* **WHAT TO WORK ON**: Set down each line of the records once more, precisely, and omit the pictures.

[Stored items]
________
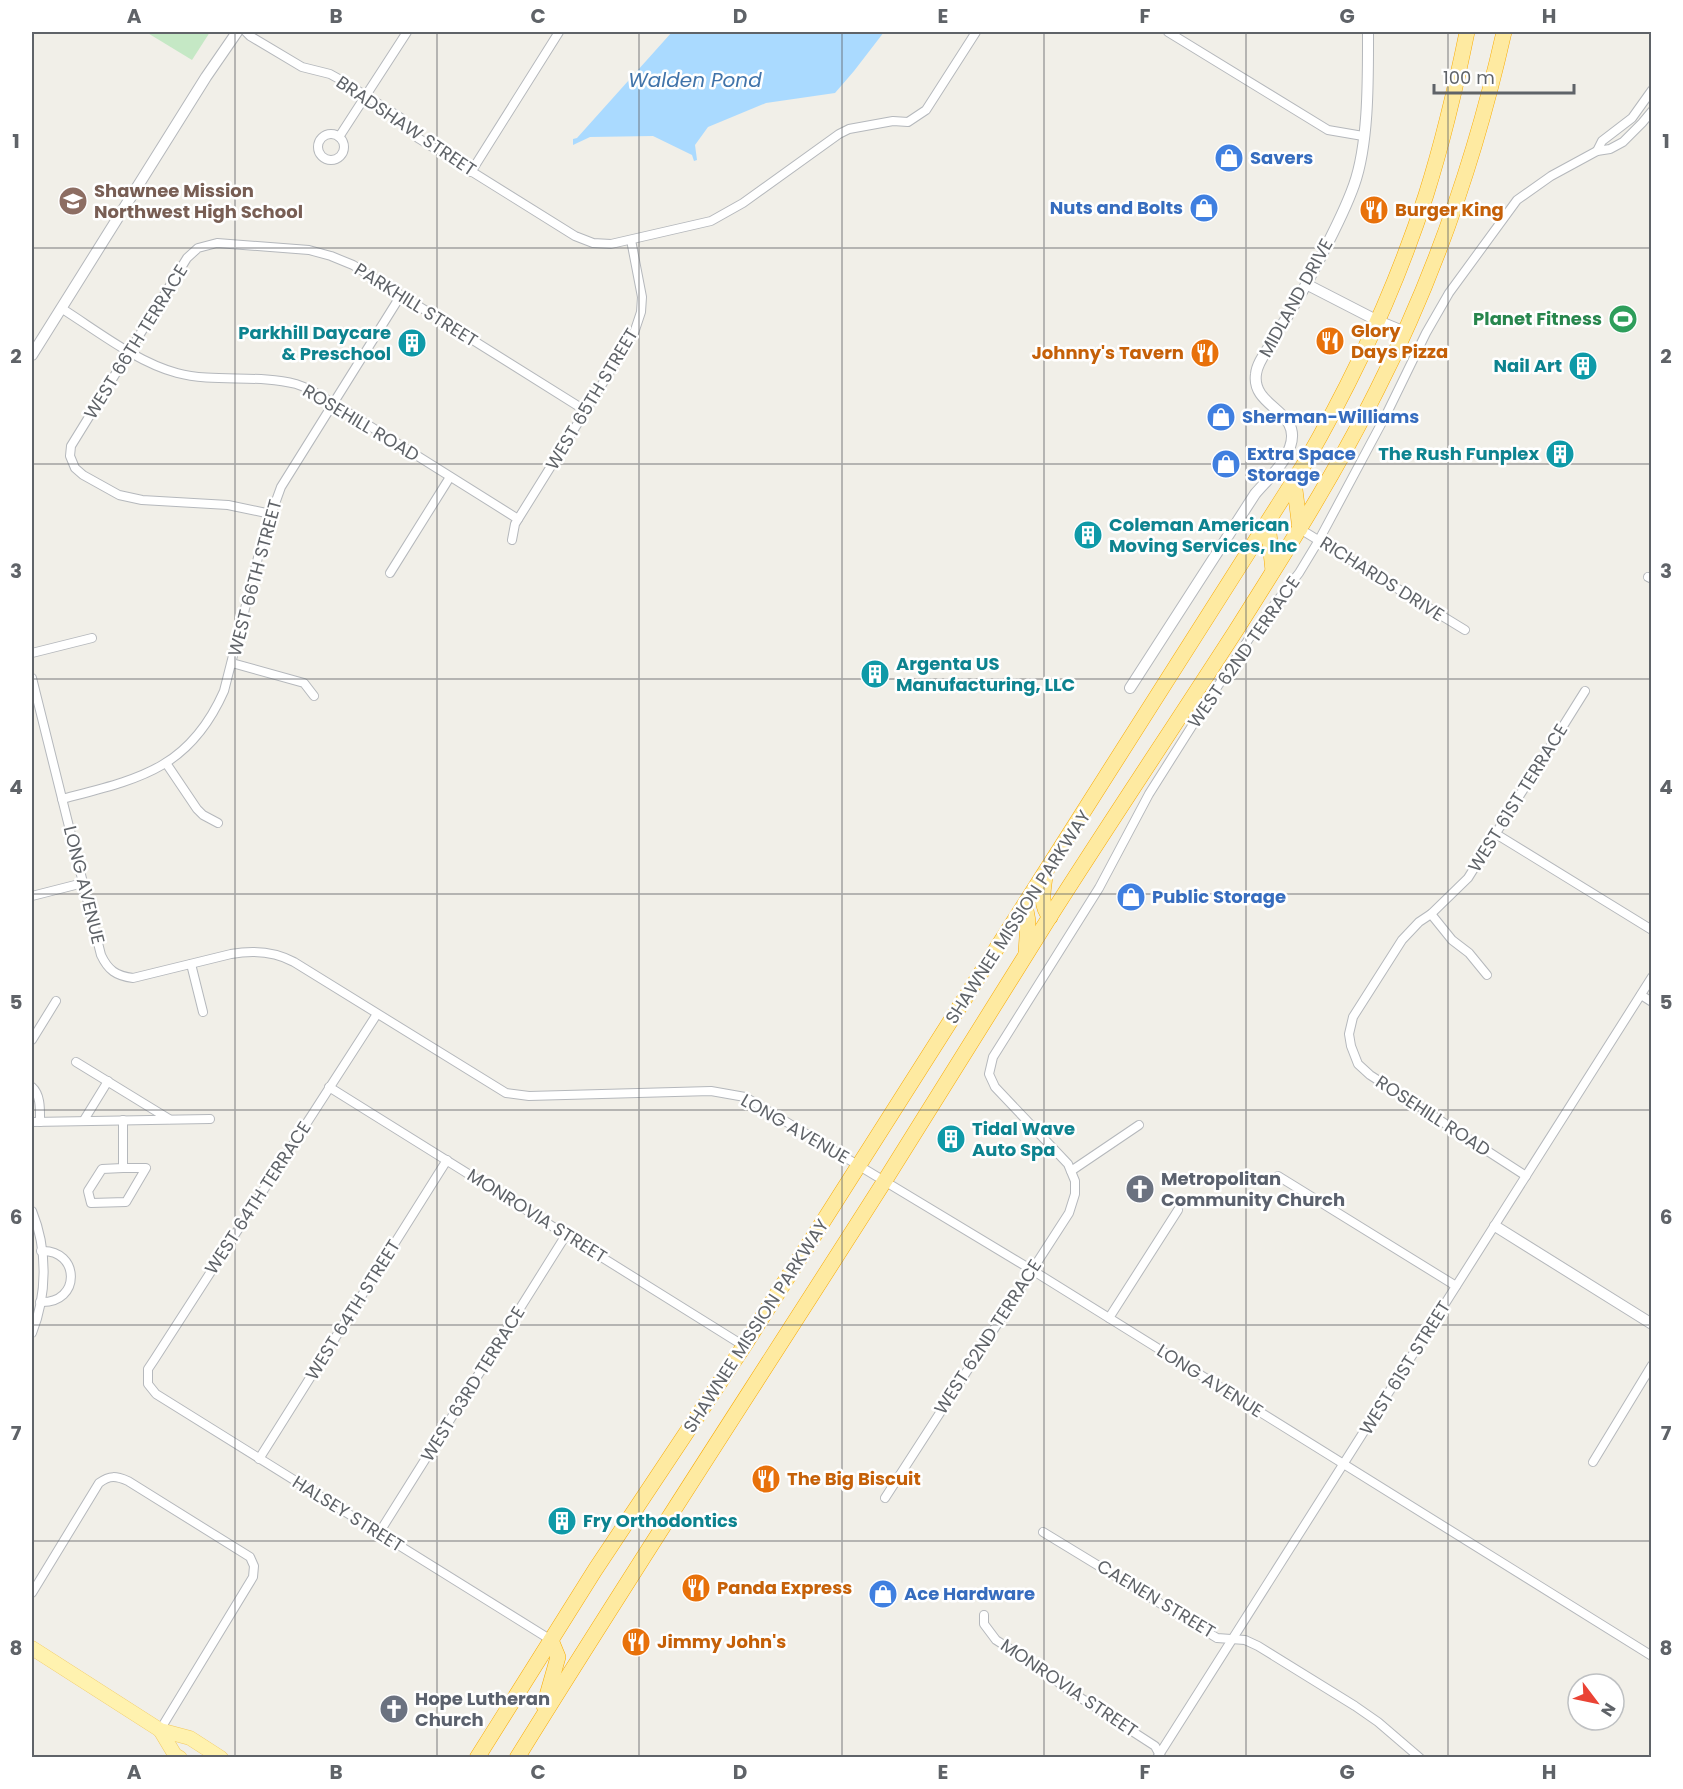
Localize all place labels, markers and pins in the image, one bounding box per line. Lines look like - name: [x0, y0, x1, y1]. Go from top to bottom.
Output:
- shop icon: Savers: [1213, 142, 1245, 174]
- place label: Savers: [1250, 145, 1313, 170]
- place label: Shawnee Mission Northwest High School: [94, 178, 303, 224]
- school or university icon: Shawnee Mission Northwest High School: [57, 185, 89, 217]
- shop icon: Nuts and Bolts: [1188, 192, 1220, 224]
- restaurant icon: Burger King: [1358, 194, 1390, 226]
- place label: Nuts and Bolts: [1050, 195, 1183, 220]
- place label: Burger King: [1395, 197, 1504, 222]
- sports icon: Planet Fitness: [1607, 303, 1639, 335]
- place label: Planet Fitness: [1473, 306, 1602, 331]
- place label: Glory Days Pizza: [1351, 318, 1448, 364]
- place label: Parkhill Daycare & Preschool: [238, 320, 391, 366]
- restaurant icon: Glory Days Pizza: [1314, 325, 1346, 357]
- building icon: Parkhill Daycare & Preschool: [396, 327, 428, 359]
- restaurant icon: Johnny's Tavern: [1189, 337, 1221, 369]
- place label: Johnny's Tavern: [1031, 340, 1184, 365]
- building icon: Nail Art: [1567, 350, 1599, 382]
- place label: Nail Art: [1494, 353, 1562, 378]
- shop icon: Sherman-Williams: [1205, 401, 1237, 433]
- place label: Sherman-Williams: [1242, 404, 1419, 429]
- building icon: The Rush Funplex: [1544, 438, 1576, 470]
- place label: Extra Space Storage: [1247, 441, 1356, 487]
- place label: The Rush Funplex: [1378, 441, 1539, 466]
- shop icon: Extra Space Storage: [1210, 448, 1242, 480]
- place label: Coleman American Moving Services, Inc: [1109, 512, 1298, 558]
- building icon: Coleman American Moving Services, Inc: [1072, 519, 1104, 551]
- place label: Argenta US Manufacturing, LLC: [896, 651, 1075, 697]
- building icon: Argenta US Manufacturing, LLC: [859, 658, 891, 690]
- shop icon: Public Storage: [1115, 881, 1147, 913]
- place label: Public Storage: [1152, 884, 1286, 909]
- place label: Tidal Wave Auto Spa: [972, 1116, 1075, 1162]
- building icon: Tidal Wave Auto Spa: [935, 1123, 967, 1155]
- place label: Metropolitan Community Church: [1161, 1166, 1345, 1212]
- church icon: Metropolitan Community Church: [1124, 1173, 1156, 1205]
- restaurant icon: The Big Biscuit: [750, 1463, 782, 1495]
- place label: The Big Biscuit: [787, 1466, 921, 1491]
- building icon: Fry Orthodontics: [546, 1505, 578, 1537]
- place label: Fry Orthodontics: [583, 1508, 738, 1533]
- restaurant icon: Panda Express: [680, 1572, 712, 1604]
- place label: Panda Express: [717, 1575, 852, 1600]
- shop icon: Ace Hardware: [867, 1578, 899, 1610]
- place label: Ace Hardware: [904, 1581, 1035, 1606]
- restaurant icon: Jimmy John's: [620, 1626, 652, 1658]
- place label: Jimmy John's: [657, 1629, 786, 1654]
- place label: Hope Lutheran Church: [415, 1686, 550, 1732]
- church icon: Hope Lutheran Church: [378, 1693, 410, 1725]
________
* **RESULT**:
Localize all place labels, markers and pins in the image, one bounding box per line. Lines look like - name: [x0, y0, x1, y1]. Go from top to bottom.
Output:
- shop icon: Savers: [1213, 142, 1245, 174]
- place label: Savers: [1250, 145, 1313, 170]
- place label: Shawnee Mission Northwest High School: [94, 178, 303, 224]
- school or university icon: Shawnee Mission Northwest High School: [57, 185, 89, 217]
- shop icon: Nuts and Bolts: [1188, 192, 1220, 224]
- restaurant icon: Burger King: [1358, 194, 1390, 226]
- place label: Nuts and Bolts: [1050, 195, 1183, 220]
- place label: Burger King: [1395, 197, 1504, 222]
- sports icon: Planet Fitness: [1607, 303, 1639, 335]
- place label: Planet Fitness: [1473, 306, 1602, 331]
- place label: Glory Days Pizza: [1351, 318, 1448, 364]
- place label: Parkhill Daycare & Preschool: [238, 320, 391, 366]
- restaurant icon: Glory Days Pizza: [1314, 325, 1346, 357]
- building icon: Parkhill Daycare & Preschool: [396, 327, 428, 359]
- restaurant icon: Johnny's Tavern: [1189, 337, 1221, 369]
- place label: Johnny's Tavern: [1031, 340, 1184, 365]
- building icon: Nail Art: [1567, 350, 1599, 382]
- place label: Nail Art: [1494, 353, 1562, 378]
- shop icon: Sherman-Williams: [1205, 401, 1237, 433]
- place label: Sherman-Williams: [1242, 404, 1419, 429]
- building icon: The Rush Funplex: [1544, 438, 1576, 470]
- place label: Extra Space Storage: [1247, 441, 1356, 487]
- place label: The Rush Funplex: [1378, 441, 1539, 466]
- shop icon: Extra Space Storage: [1210, 448, 1242, 480]
- place label: Coleman American Moving Services, Inc: [1109, 512, 1298, 558]
- building icon: Coleman American Moving Services, Inc: [1072, 519, 1104, 551]
- place label: Argenta US Manufacturing, LLC: [896, 651, 1075, 697]
- building icon: Argenta US Manufacturing, LLC: [859, 658, 891, 690]
- shop icon: Public Storage: [1115, 881, 1147, 913]
- place label: Public Storage: [1152, 884, 1286, 909]
- place label: Tidal Wave Auto Spa: [972, 1116, 1075, 1162]
- building icon: Tidal Wave Auto Spa: [935, 1123, 967, 1155]
- place label: Metropolitan Community Church: [1161, 1166, 1345, 1212]
- church icon: Metropolitan Community Church: [1124, 1173, 1156, 1205]
- restaurant icon: The Big Biscuit: [750, 1463, 782, 1495]
- place label: The Big Biscuit: [787, 1466, 921, 1491]
- building icon: Fry Orthodontics: [546, 1505, 578, 1537]
- place label: Fry Orthodontics: [583, 1508, 738, 1533]
- restaurant icon: Panda Express: [680, 1572, 712, 1604]
- place label: Panda Express: [717, 1575, 852, 1600]
- shop icon: Ace Hardware: [867, 1578, 899, 1610]
- place label: Ace Hardware: [904, 1581, 1035, 1606]
- restaurant icon: Jimmy John's: [620, 1626, 652, 1658]
- place label: Jimmy John's: [657, 1629, 786, 1654]
- place label: Hope Lutheran Church: [415, 1686, 550, 1732]
- church icon: Hope Lutheran Church: [378, 1693, 410, 1725]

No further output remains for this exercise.